— Task —
Go through the entries below and report how many lines contain the string "body". Nothing but the number is wanted.

— Dataset entries —
>>
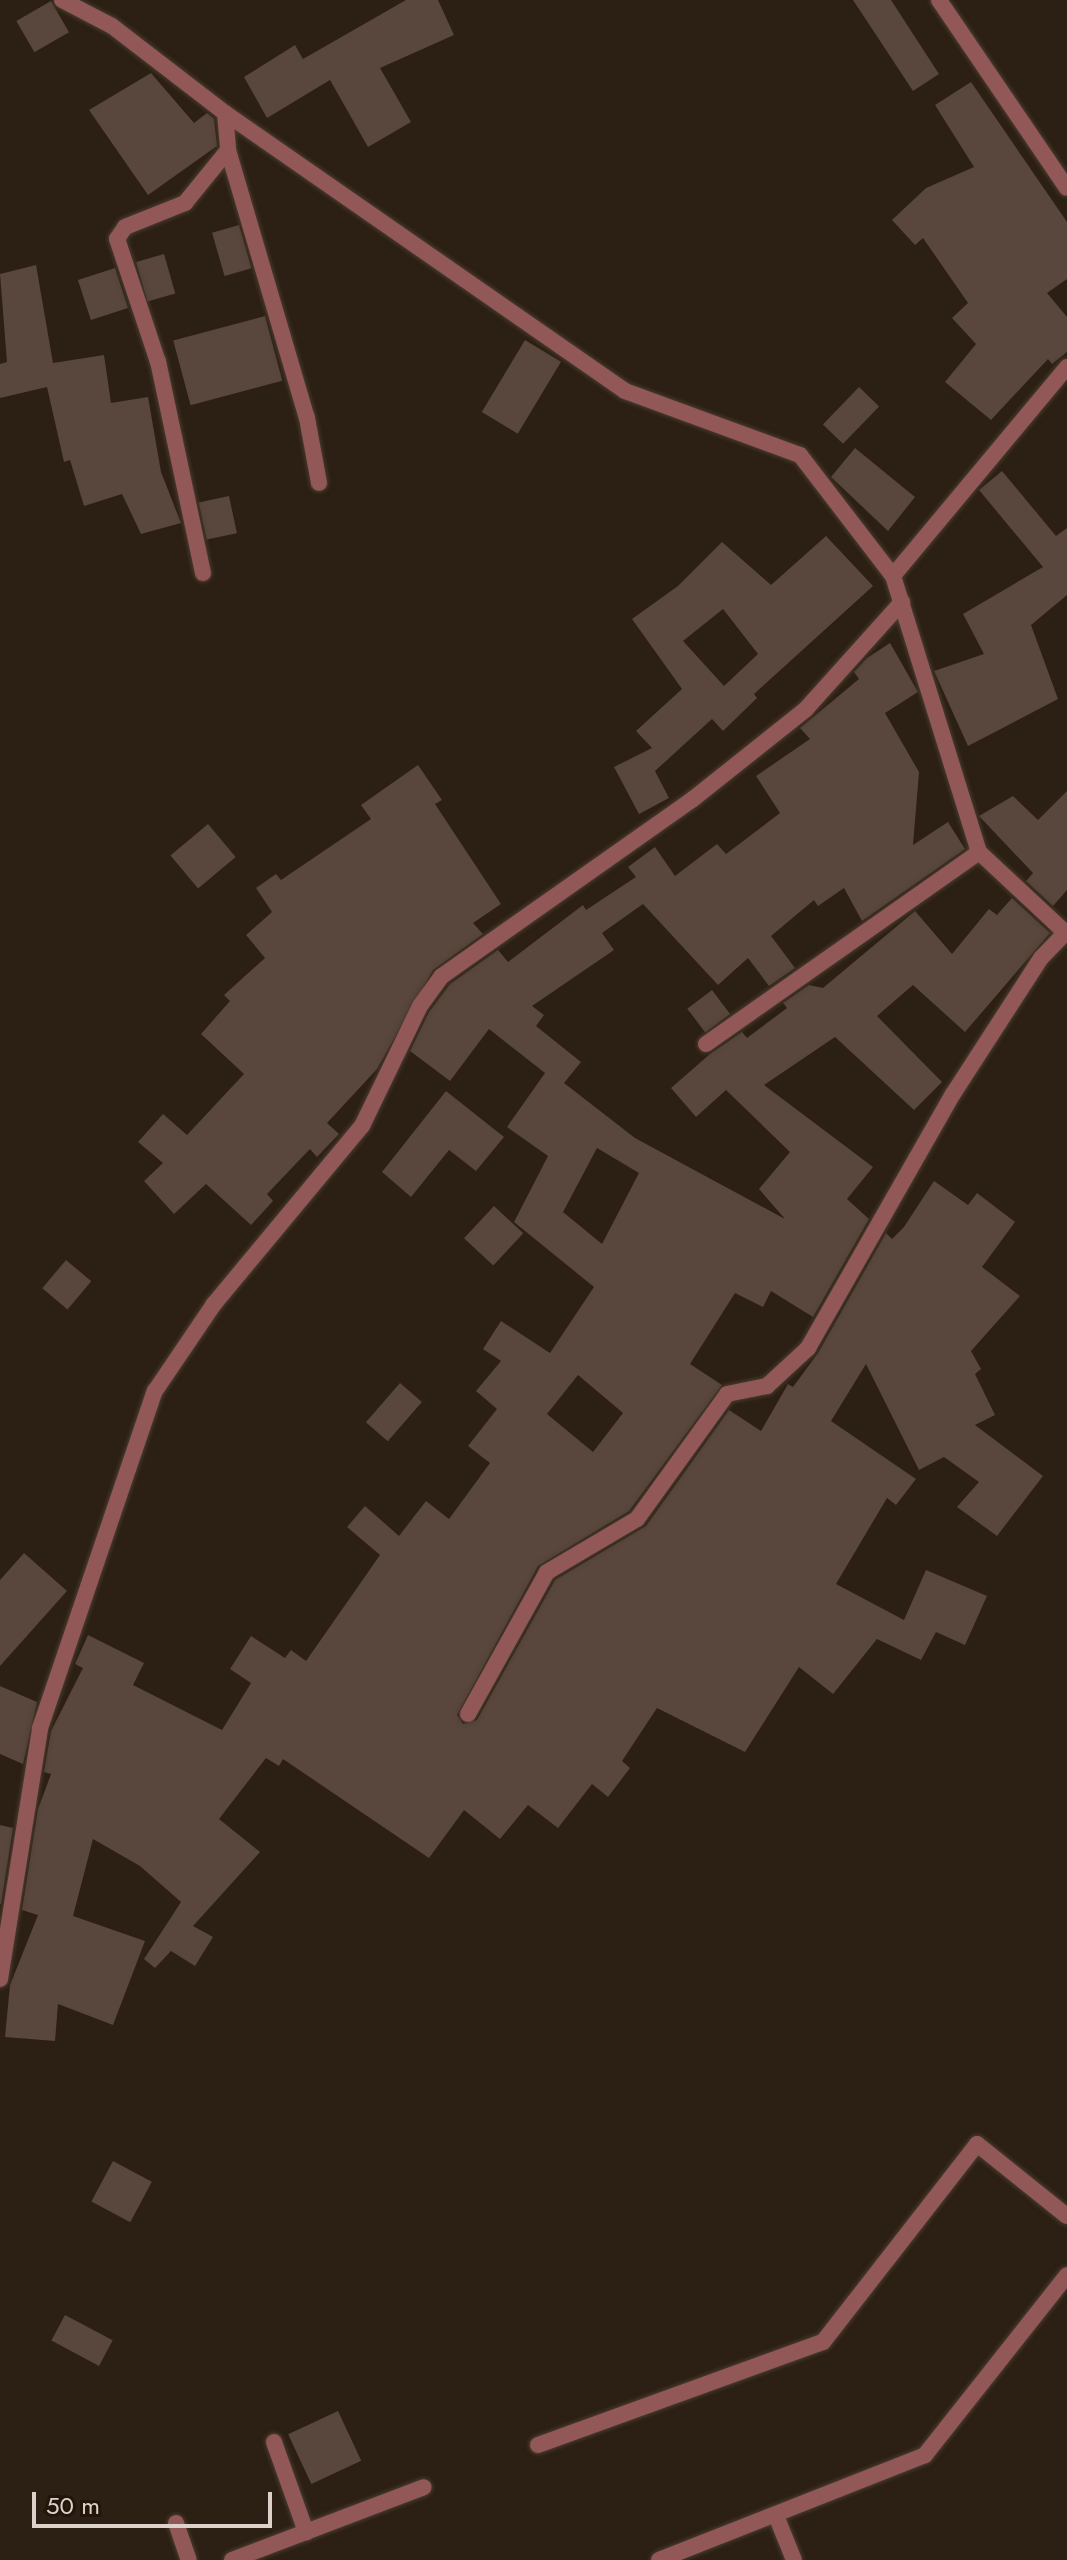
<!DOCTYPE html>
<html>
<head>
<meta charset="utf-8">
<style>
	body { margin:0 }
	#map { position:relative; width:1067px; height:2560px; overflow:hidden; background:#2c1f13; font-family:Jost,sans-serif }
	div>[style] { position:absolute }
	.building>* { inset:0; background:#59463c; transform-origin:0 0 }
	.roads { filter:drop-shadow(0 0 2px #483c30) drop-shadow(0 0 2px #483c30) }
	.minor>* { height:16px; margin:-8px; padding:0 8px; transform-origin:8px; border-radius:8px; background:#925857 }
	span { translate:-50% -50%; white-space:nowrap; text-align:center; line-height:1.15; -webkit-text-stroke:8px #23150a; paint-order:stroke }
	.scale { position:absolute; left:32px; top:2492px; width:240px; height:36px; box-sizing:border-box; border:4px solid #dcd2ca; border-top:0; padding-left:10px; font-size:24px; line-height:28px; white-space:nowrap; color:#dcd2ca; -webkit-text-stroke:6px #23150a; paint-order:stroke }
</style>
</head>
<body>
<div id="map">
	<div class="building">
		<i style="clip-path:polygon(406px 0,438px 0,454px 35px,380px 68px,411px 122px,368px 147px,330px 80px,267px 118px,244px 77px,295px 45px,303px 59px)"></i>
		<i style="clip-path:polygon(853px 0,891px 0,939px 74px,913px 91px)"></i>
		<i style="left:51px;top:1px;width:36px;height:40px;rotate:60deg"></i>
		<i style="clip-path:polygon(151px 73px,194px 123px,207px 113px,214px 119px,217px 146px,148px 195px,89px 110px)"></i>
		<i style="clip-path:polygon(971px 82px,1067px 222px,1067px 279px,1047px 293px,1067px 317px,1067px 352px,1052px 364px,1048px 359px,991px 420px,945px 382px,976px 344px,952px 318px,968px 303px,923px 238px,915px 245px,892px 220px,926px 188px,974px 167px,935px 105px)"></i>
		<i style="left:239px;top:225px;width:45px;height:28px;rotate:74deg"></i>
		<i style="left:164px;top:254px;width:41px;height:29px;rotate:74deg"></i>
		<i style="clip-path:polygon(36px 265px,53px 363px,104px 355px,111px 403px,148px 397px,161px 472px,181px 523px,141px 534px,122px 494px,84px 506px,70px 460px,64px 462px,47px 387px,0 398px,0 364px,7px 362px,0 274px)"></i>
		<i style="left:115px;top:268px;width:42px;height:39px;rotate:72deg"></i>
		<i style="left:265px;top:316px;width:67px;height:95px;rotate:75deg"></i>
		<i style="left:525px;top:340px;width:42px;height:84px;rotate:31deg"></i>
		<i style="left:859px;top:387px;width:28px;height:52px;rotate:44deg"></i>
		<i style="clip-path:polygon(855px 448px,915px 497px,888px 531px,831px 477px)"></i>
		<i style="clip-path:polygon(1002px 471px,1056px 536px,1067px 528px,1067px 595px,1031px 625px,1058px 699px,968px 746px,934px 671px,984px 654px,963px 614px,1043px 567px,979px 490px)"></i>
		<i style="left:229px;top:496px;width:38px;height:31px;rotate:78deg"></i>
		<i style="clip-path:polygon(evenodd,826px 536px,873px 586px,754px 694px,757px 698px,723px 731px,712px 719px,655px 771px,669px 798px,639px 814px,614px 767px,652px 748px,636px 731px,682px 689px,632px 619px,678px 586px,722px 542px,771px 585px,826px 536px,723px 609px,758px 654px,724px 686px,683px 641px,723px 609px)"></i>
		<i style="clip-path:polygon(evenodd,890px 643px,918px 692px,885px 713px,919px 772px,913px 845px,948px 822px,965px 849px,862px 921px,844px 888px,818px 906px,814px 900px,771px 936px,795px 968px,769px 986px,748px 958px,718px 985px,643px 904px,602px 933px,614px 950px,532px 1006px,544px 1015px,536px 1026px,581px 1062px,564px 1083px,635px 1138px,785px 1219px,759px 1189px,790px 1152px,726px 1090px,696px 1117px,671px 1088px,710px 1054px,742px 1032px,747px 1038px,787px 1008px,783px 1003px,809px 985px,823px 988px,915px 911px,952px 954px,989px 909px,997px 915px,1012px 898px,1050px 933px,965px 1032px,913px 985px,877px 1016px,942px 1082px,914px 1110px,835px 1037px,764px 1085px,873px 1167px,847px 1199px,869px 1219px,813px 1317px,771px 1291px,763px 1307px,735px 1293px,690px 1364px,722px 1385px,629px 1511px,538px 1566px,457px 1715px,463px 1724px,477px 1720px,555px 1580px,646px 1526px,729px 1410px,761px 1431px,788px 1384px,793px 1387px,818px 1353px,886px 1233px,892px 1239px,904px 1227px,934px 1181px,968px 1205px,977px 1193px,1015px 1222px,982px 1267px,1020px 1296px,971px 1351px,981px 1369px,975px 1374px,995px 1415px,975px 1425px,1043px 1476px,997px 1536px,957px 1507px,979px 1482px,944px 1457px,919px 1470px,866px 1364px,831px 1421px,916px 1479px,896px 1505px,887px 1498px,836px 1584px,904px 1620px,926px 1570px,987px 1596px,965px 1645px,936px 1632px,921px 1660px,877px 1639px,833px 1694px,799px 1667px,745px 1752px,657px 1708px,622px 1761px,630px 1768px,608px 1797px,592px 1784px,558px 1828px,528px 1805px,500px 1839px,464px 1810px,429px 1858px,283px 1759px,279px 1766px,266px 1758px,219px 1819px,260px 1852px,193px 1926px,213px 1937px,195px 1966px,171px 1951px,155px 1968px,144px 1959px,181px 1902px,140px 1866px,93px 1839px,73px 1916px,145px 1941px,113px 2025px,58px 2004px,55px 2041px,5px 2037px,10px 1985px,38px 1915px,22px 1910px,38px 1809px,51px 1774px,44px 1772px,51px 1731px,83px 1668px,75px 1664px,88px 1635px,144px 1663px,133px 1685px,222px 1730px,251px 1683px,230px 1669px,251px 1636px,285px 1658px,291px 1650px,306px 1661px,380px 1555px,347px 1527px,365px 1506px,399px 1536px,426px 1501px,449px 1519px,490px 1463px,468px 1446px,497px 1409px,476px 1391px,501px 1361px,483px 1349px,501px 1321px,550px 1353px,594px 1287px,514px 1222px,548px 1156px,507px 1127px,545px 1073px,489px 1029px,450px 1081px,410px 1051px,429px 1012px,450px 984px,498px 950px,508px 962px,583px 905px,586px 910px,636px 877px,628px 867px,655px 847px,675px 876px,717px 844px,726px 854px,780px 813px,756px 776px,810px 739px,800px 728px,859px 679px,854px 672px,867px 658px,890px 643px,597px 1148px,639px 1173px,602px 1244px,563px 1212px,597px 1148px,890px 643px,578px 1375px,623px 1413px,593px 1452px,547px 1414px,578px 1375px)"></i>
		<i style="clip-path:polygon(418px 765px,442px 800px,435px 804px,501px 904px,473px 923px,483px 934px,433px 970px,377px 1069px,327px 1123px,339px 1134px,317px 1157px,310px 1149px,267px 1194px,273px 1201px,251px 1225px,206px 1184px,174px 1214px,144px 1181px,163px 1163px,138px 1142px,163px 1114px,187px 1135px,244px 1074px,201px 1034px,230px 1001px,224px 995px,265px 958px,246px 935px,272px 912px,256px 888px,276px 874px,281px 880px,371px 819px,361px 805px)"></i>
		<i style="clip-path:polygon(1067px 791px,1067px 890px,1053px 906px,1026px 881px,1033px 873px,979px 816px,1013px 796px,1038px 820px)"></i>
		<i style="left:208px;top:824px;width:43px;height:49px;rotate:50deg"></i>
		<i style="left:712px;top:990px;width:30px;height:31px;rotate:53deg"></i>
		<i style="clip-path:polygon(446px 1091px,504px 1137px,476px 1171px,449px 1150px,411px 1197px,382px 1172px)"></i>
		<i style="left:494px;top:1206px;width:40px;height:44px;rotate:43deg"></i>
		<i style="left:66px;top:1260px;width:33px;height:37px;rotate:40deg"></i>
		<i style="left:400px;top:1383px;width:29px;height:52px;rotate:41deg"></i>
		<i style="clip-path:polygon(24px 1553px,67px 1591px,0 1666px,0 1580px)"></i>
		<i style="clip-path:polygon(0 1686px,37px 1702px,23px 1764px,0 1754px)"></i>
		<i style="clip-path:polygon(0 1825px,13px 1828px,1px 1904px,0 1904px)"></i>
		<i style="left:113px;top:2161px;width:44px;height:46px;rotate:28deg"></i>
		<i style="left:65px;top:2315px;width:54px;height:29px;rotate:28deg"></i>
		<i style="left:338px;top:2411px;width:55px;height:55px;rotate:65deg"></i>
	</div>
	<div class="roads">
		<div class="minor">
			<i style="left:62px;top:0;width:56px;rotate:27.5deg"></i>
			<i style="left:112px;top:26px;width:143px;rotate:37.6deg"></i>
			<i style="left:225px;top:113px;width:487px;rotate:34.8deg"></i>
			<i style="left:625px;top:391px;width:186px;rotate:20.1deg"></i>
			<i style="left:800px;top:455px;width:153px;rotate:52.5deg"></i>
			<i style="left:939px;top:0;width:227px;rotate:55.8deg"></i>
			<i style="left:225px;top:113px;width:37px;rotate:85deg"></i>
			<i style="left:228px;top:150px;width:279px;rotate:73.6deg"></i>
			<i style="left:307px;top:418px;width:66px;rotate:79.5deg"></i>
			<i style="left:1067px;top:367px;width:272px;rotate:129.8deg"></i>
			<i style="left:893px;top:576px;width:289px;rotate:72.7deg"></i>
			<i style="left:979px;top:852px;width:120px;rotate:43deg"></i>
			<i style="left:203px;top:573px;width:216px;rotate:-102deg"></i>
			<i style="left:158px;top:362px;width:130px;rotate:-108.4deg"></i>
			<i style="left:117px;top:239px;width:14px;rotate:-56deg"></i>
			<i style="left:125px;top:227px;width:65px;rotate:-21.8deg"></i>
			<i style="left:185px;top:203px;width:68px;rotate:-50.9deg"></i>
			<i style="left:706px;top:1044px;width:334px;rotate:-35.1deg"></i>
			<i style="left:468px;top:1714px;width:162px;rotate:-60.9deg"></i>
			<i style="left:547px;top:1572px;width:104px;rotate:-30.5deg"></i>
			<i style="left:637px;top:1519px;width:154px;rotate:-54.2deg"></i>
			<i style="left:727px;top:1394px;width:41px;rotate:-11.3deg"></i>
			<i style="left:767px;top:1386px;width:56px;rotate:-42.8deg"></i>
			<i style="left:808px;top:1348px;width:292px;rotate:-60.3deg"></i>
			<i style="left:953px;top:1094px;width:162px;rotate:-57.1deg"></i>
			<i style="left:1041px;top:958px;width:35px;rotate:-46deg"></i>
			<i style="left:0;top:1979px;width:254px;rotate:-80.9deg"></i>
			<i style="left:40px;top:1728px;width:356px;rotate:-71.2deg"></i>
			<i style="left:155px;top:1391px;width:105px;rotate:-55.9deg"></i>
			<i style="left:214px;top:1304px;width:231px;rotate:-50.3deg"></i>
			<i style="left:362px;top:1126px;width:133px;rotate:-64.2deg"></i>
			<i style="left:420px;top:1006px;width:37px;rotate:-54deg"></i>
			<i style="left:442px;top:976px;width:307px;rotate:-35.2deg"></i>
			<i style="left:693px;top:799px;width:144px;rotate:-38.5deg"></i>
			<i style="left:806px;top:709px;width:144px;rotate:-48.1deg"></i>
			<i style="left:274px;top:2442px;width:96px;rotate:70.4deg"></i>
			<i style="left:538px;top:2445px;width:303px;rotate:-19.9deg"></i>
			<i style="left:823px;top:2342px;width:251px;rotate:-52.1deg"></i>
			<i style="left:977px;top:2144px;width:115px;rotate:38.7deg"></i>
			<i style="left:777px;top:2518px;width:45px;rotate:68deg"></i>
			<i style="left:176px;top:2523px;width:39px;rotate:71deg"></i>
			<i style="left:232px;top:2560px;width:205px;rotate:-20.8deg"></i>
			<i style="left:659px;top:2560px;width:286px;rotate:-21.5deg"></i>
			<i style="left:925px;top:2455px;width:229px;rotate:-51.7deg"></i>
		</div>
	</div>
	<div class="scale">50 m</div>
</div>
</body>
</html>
<<
>>
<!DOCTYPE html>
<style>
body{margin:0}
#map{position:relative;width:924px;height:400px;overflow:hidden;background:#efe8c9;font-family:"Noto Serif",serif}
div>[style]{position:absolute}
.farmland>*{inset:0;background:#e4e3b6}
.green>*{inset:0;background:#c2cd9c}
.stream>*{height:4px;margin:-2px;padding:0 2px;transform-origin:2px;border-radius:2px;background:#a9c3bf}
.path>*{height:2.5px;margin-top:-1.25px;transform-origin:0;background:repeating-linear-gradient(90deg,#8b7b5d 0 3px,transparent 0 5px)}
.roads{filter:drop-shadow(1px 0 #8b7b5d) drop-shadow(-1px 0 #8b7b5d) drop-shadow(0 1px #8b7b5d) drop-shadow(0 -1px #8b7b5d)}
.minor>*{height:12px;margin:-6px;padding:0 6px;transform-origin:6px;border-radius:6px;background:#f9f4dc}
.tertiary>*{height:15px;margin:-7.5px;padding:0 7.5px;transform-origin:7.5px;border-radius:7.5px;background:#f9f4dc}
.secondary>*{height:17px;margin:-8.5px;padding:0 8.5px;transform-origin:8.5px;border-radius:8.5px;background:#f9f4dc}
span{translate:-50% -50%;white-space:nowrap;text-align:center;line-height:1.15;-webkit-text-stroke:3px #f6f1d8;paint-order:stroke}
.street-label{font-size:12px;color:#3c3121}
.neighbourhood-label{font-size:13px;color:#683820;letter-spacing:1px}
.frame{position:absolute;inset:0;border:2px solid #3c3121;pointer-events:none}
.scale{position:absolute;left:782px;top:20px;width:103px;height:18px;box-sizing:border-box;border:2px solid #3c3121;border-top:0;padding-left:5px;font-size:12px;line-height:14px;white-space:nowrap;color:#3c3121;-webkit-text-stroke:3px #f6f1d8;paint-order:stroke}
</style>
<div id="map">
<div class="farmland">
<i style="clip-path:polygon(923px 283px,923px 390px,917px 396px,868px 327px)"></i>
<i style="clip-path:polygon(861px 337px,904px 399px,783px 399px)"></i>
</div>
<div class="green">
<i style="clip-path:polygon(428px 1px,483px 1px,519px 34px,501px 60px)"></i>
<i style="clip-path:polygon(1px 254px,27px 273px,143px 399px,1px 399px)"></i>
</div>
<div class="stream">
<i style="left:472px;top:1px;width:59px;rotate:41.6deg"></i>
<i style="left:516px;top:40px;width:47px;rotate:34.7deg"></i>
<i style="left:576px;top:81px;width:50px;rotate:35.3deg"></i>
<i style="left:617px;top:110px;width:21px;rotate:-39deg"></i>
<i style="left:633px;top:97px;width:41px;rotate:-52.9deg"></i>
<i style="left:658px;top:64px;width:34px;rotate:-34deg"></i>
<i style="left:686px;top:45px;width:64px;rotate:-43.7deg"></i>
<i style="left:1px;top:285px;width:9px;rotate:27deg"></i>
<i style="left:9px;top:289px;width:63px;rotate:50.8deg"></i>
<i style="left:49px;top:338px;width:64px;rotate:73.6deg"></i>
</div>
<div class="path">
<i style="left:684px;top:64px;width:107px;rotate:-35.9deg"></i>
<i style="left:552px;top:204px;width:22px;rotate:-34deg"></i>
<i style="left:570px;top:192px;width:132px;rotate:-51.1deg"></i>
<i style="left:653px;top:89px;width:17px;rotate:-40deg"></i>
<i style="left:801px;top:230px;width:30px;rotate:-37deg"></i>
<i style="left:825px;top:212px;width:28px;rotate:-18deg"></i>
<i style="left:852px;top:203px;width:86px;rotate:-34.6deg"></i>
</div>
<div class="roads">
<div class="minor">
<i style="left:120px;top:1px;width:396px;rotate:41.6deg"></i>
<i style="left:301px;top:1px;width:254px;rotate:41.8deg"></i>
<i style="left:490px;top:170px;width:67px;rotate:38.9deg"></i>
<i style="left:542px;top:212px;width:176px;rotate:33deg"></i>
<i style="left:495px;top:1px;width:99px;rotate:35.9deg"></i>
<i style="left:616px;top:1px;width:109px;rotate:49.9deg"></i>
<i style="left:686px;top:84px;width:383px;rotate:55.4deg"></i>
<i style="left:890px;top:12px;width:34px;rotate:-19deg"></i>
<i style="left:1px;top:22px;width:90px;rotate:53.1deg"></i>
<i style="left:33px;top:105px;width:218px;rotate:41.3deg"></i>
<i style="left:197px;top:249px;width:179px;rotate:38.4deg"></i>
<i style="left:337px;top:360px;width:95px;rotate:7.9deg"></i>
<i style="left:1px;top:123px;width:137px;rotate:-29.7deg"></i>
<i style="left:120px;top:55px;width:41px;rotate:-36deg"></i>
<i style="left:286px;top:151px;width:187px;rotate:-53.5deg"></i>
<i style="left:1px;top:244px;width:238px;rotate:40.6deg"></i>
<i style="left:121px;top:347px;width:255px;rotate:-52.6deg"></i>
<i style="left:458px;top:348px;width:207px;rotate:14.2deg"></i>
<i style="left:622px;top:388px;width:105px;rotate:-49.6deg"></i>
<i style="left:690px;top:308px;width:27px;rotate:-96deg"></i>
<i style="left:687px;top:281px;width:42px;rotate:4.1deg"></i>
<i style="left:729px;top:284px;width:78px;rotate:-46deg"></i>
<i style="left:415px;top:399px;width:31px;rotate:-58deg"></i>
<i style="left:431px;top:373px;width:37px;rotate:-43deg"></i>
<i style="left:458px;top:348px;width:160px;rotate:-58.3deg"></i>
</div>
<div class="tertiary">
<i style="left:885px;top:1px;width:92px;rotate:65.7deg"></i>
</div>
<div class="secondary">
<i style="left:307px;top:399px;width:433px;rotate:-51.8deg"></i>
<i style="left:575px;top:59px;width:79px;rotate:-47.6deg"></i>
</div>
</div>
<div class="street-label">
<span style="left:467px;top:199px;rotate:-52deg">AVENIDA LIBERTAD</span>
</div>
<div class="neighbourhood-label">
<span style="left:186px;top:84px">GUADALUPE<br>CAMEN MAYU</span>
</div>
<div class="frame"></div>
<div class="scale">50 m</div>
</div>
<<
— Completed task —
4